Il Vaticano, ha spiegato un funzionario del dipartimento di Stato che ha voluto rimanere anonimo, ha varato per la prima volta nel 2011 un programma anti-riciclaggio, ma occorrerà un anno per capire quanto sia efficace; e dunque è «potenzialmente vulnerabile» al problema a causa del massiccio afflusso di denaro che circola tra la Santa Sede e il resto del mondo ( corsivo mio). Papa Benedetto XVI ha creato il 30 dicembre 2010 l’Autorità per l’Informazione Finanziaria, che dovrebbe consentire al Vaticano di mettersi in linea con le norme internazionali di lotta al riciclaggio del denaro e finanziamento del terrorismo >> (9).

 

3.La suddetta Lettera Apostolica di Papa Benedetto XVI del 30 dicembre 2010 e la citata legge n.CXXVII del 30 dicembre 2010 dello Stato della città del Vaticano hanno avuto due obiettivi: 1) sbloccare il dissequestro preventivo della Procura di Roma, 2) bloccare la segretezza dello IOR fino al 1 aprile 2011 entrata in vigore della legge ( articolo 43 ) : << La Procura «evidenzia» una serie di «criticità» nei rapporti di «collaborazione finalizzati all’attività di contrasto del riciclaggio» e fa notare che «i dati forniti dall’Aif sono temporalmente delimitati al periodo successivo al 1° aprile 2011», quindi «assolutamente insufficienti e inidonei a ricostruire le modalità di effettuazione di eventuali operazioni di riciclaggio imperniate sull’utilizzazione di conti accesi presso lo Ior». Le informazioni fornite vengono definite «del tutto generiche in ordine all’identificazione e movimentazione dei conti nonché alle rimesse effettuate sui conti stessi; con l’effetto di lasciare del tutto inesplicati – si legge – i dati economici menzionati nella risposta, tutti cristallizzati al 1° aprile 2011».(10).

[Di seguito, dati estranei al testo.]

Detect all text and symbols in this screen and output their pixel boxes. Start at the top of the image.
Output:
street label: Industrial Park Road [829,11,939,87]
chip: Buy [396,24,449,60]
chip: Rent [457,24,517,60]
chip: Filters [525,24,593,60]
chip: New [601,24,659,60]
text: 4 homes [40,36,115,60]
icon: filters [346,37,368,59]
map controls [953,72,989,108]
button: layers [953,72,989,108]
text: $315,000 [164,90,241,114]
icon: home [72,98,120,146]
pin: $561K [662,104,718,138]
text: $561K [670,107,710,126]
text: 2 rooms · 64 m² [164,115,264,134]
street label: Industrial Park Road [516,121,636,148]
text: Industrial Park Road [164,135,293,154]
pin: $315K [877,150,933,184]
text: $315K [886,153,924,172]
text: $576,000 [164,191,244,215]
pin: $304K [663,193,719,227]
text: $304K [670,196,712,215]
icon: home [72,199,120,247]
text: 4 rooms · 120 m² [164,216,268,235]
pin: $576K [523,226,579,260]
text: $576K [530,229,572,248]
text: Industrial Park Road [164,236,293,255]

Nella prima fase del sequestro preventivo del denaro dello IOR lo Stato della città del Vaticano è stato compatto sotto il potere del Papa e del suo blocco di riferimento nella tattica della collaborazione con la Procura di Roma e con la Banca d’Italia permettendo, con le due citate iniziative, il dissequestro del denaro trasferito immediatamente verso i luoghi tranquilli e potenti della banca americana Jp Morgan.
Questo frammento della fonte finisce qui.